An Early-Stage Perspective of The COMET Experiment

by Ben Krikler

Muon decay in the Standard Model requires the emission of two neutrinos thanks to the concept of Lepton Flavour conservation. But this conservation is difficult to motivate theoretically and indeed, given neutrino oscillations, is known to be violated in the Standard Model albeit at a very small level. The COMET experiment is one of a handful of projects hoping to demonstrate Charged Lepton Flavour Violation, searching for COherent Muon to Electron Transitions, where a muon converts to an electron in the presence of an atomic nucleus (aluminium for COMET), without neutrino emission. This process is particularly attractive from an experimental perspective since the signal of a single 105 MeV electron is robust against accidental backgrounds and the Standard-Model background is so vanishingly small. In this seminar I will give an overview of the process of muon-to-electron conversion and the COMET experiment itself, with which Imperial and the UK have been involved since its inception.

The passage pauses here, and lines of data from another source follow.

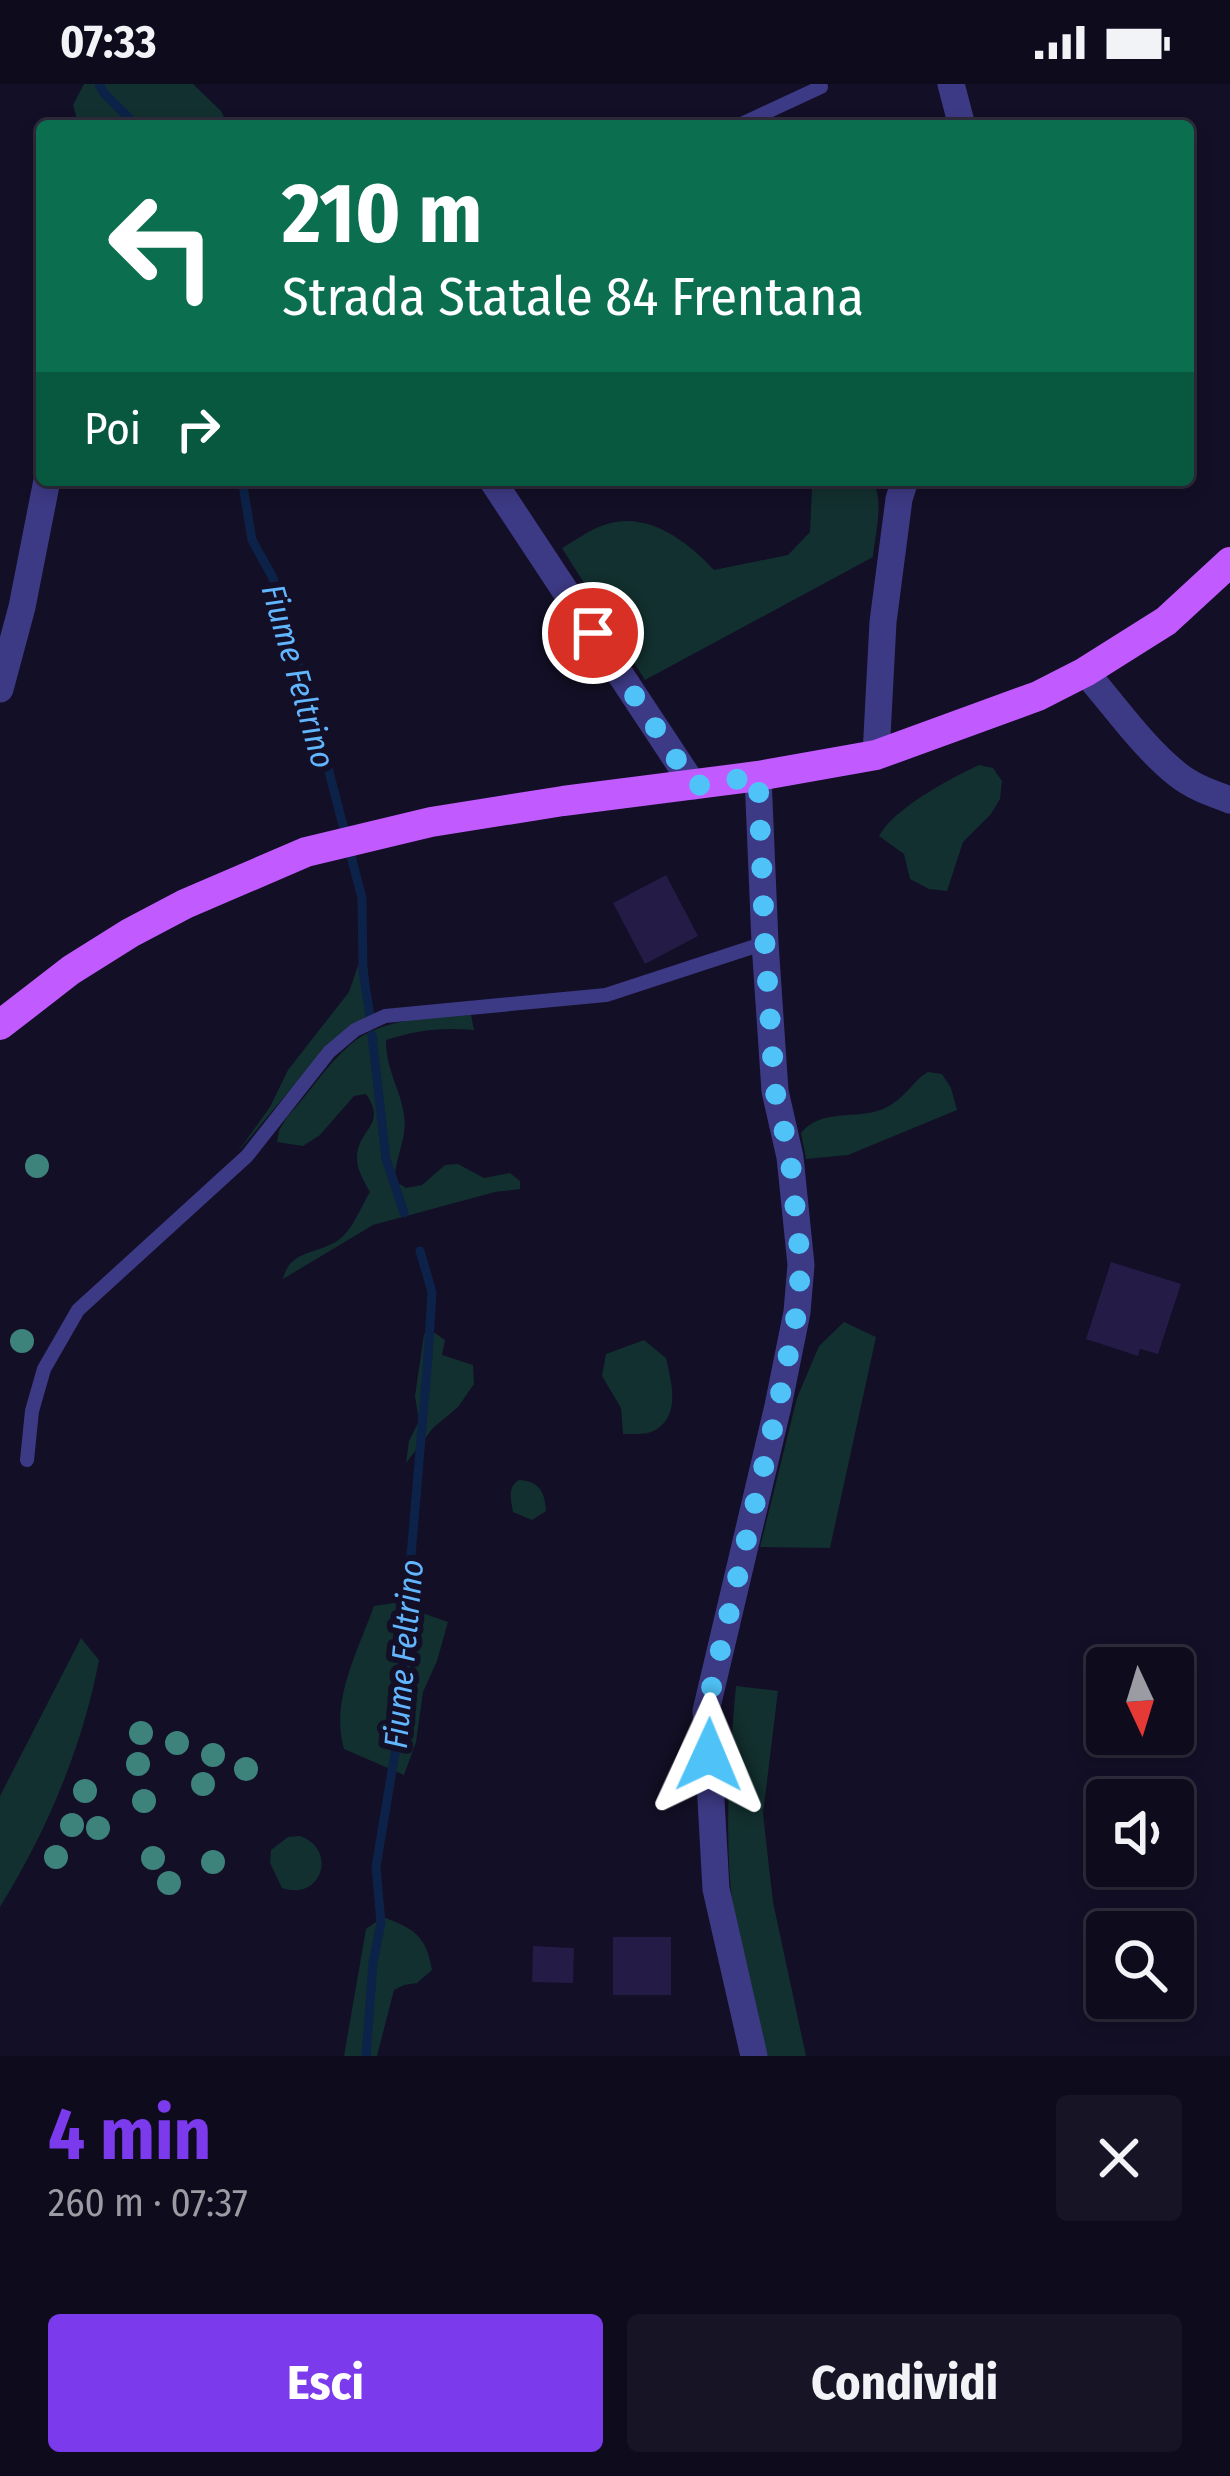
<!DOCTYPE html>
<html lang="it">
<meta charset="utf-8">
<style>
:root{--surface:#0e0b1c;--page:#171425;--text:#f1f3f6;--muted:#9b9ba3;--line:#2e2b3b;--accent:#7c3aed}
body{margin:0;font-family:"Fira Sans Condensed",sans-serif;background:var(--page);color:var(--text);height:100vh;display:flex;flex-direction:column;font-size:45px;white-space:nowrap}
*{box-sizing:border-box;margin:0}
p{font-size:39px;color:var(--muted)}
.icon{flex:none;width:66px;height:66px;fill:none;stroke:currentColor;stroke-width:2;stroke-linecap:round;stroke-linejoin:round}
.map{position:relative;height:1972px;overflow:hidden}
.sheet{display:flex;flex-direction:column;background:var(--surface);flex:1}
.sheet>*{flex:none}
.banner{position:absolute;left:36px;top:36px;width:1158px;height:366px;border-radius:12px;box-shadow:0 6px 18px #0003,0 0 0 3px var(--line);background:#0b6e4f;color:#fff;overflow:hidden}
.needle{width:78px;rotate:176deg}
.buttons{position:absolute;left:1086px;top:1563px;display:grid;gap:24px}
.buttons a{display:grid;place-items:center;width:108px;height:108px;border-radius:12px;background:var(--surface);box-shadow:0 6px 18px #0003,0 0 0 3px var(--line);font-size:60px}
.pin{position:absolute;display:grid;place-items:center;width:102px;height:102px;color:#fff;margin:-51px;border:6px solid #fff;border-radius:50%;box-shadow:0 3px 12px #0007}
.me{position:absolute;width:132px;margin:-66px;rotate:1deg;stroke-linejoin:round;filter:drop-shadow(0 0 9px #0008)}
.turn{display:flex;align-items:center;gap:42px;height:252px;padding:0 48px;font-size:54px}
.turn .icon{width:156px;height:156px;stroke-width:2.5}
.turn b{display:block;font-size:84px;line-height:102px}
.then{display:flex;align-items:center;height:114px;padding:0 48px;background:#0003;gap:24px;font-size:45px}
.round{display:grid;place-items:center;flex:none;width:126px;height:126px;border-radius:12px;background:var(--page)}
.head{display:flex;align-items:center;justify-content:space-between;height:204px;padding:0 48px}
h1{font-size:72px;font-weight:700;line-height:90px;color:var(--accent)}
.action{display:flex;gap:24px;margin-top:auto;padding:24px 48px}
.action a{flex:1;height:138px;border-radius:12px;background:var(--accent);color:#fff;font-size:48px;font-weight:700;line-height:138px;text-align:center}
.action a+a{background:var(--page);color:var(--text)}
.status{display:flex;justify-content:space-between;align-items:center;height:84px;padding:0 60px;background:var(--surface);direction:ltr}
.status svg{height:33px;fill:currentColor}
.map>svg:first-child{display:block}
.green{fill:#12302f}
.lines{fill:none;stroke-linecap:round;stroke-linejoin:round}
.stream{stroke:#0c2248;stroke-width:9}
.building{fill:#241b47}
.service{stroke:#3d3a85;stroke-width:14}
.minor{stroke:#3d3a85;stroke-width:27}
.primary{stroke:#c25bff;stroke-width:30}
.tree{fill:#3d827b}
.route{stroke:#4fc3f7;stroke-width:21;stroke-dasharray:0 37.8}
.labels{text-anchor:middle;stroke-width:12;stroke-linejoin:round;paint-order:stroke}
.water-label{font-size:33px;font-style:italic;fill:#62b6ff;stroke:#130f26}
</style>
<div class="status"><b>07:33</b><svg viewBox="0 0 49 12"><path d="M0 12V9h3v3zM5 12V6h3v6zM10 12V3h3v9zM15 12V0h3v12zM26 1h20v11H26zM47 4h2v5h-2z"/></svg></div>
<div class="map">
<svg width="1230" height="1972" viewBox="0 0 1230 1972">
<rect width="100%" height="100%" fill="#130f26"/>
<!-- green -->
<path class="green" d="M84,0H193L221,27L228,42H79L73,21Z
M809,396H872C885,416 875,449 873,473L645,596L562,464C576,456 589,446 604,441C647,426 687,457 714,486L788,471L810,448L812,405Z
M979,681L993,684L1002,697L1000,715L991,730L963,758L947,807L929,805L910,795L904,770L879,752C893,725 951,694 979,681Z
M365,861L372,928C317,968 281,1018 237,1069L270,1023L288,986L349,908Z
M471,931L474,946C442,943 416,946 386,956C386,987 400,1003 404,1031C408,1055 394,1074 395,1097L406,1104L422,1101L445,1081L458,1080L484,1094L510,1089L520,1097V1105L495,1108L373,1141L283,1195C290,1166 315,1171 337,1157C352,1148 360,1124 370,1108C364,1097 356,1085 357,1071C360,1043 387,1041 366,1010L354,1012L320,1051L303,1062L277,1058L279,1047L287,1033C308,1011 327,980 351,960C382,934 432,933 471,931Z
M928,988L942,990L951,1004L957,1026L848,1071L806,1075L801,1049C821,1024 856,1036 883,1025C906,1015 910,999 928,988Z
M844,1238L876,1253L830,1464L760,1463L797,1314L819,1262Z
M432,1247L445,1256L442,1271L473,1281L474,1300L458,1323L433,1344L406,1379L409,1357L419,1337L415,1312L424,1250Z
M644,1256L666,1274C671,1297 682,1333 653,1347C646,1351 632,1350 623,1350L621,1324L602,1292L606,1270Z
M519,1396C540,1397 545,1409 546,1427L532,1436L513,1428C511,1416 507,1403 519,1396Z
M394,1519L448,1538L437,1577L423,1608L416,1658L404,1691L344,1665C330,1617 358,1567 374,1522Z
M81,1554L99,1576C83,1662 46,1749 0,1823V1712Z
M736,1602L778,1607L763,1730L773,1818L806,1972H766C757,1936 746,1900 739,1863C722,1776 728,1689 736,1602Z
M300,1752C338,1765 322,1818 282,1804L270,1779L271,1766L288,1753Z
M383,1833C415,1845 426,1852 432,1886L417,1899L404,1901L394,1906L377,1972H344L366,1845Z"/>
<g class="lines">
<!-- stream -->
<path class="stream" d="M99,0L104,9L137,42
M242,396L252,456L273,494L322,661L362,814L363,888L370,932
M372,951L386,1075L404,1129
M366,1972L373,1879L381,1839L376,1783L398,1651L406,1530L428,1273L432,1208L420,1167"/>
</g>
<!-- building -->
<path class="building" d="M666,791L698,852L645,880L613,819Z
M1111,1178L1181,1200L1158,1270L1140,1265L1138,1272L1086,1255Z
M613,1853H671V1911H613Z
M533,1862L574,1864L573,1899L532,1898Z"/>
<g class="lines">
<!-- service -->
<path class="service" d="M737,42L821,3
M27,1376L32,1327L44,1285L78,1226L247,1072L329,968L355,946L385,932L606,911L765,859"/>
<!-- minor -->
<path class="minor" d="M951,0L962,42
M492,396L694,702
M1085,588C1115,622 1142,662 1177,690C1193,703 1211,709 1230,716
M0,605L22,523L47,396
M876,671L883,538L899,415L905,396
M754,1972L716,1805L706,1627L778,1322L797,1228L801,1181L790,1073L775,1007L765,859L758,692"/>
<!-- primary -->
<path class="primary" d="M0,941L71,886L130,849L185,820L306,768L431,738L563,717L758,692L876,671L1038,612L1085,588L1166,537L1230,478"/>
</g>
<!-- trees -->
<g class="tree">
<circle cx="37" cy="1082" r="12"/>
<circle cx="22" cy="1257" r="12"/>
<circle cx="141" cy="1649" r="12"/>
<circle cx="177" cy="1659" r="12"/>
<circle cx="213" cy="1671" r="12"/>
<circle cx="138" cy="1680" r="12"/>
<circle cx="246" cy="1685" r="12"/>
<circle cx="203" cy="1700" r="12"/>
<circle cx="85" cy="1707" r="12"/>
<circle cx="144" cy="1717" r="12"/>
<circle cx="72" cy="1741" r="12"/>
<circle cx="98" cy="1744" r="12"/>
<circle cx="56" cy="1773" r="12"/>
<circle cx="153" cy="1774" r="12"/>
<circle cx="213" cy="1778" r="12"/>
<circle cx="169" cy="1799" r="12"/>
</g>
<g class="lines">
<!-- route -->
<path class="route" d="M593,549L694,702L758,692L765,860L775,1007L790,1073L801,1181L797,1228L778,1322L706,1627L709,1671"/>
</g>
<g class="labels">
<!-- water labels -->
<g class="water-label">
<text transform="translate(299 592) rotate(74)" y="12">Fiume Feltrino</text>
<text transform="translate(403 1570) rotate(-85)" y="12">Fiume Feltrino</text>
</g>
</g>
</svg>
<div class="buttons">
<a><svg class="needle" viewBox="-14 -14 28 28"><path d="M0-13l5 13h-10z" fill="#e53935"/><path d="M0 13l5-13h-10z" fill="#9b9ba3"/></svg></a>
<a><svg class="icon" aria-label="sound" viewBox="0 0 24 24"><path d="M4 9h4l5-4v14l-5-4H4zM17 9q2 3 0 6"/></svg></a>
<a><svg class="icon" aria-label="search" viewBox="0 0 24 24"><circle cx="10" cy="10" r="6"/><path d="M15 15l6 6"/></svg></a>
</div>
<div class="pin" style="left:593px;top:549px;background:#d93025"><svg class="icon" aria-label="arrive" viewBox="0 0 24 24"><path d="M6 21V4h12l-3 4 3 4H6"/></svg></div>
<svg class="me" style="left:709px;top:1671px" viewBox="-20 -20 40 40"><path d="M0-17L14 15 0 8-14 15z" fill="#4fc3f7" stroke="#fff" stroke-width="4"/></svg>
<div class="banner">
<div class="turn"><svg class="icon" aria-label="left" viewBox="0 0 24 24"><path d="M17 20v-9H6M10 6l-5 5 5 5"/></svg><div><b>210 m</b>Strada Statale 84 Frentana</div></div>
<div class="then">Poi<svg class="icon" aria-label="right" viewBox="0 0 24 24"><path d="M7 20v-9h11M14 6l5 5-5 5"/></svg></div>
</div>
</div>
<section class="sheet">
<div class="head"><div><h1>4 min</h1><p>260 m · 07:37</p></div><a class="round"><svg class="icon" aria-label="close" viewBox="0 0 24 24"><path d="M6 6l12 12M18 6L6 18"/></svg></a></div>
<div class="action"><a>Esci</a><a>Condividi</a></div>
</section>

COMET Phase-I is currently under construction and due to begin data taking in JFY 2018. Whilst this stage aims for a factor 100 improvement on the current limit to around 3x10^-15, Phase-II will go a further two orders of magnitude and run at the beginning of the next decade. Setting such stringent limits produces many significant design challenges. These and the progress to their solutions will be presented, as well as recent developments in facility, beam-line and detector construction.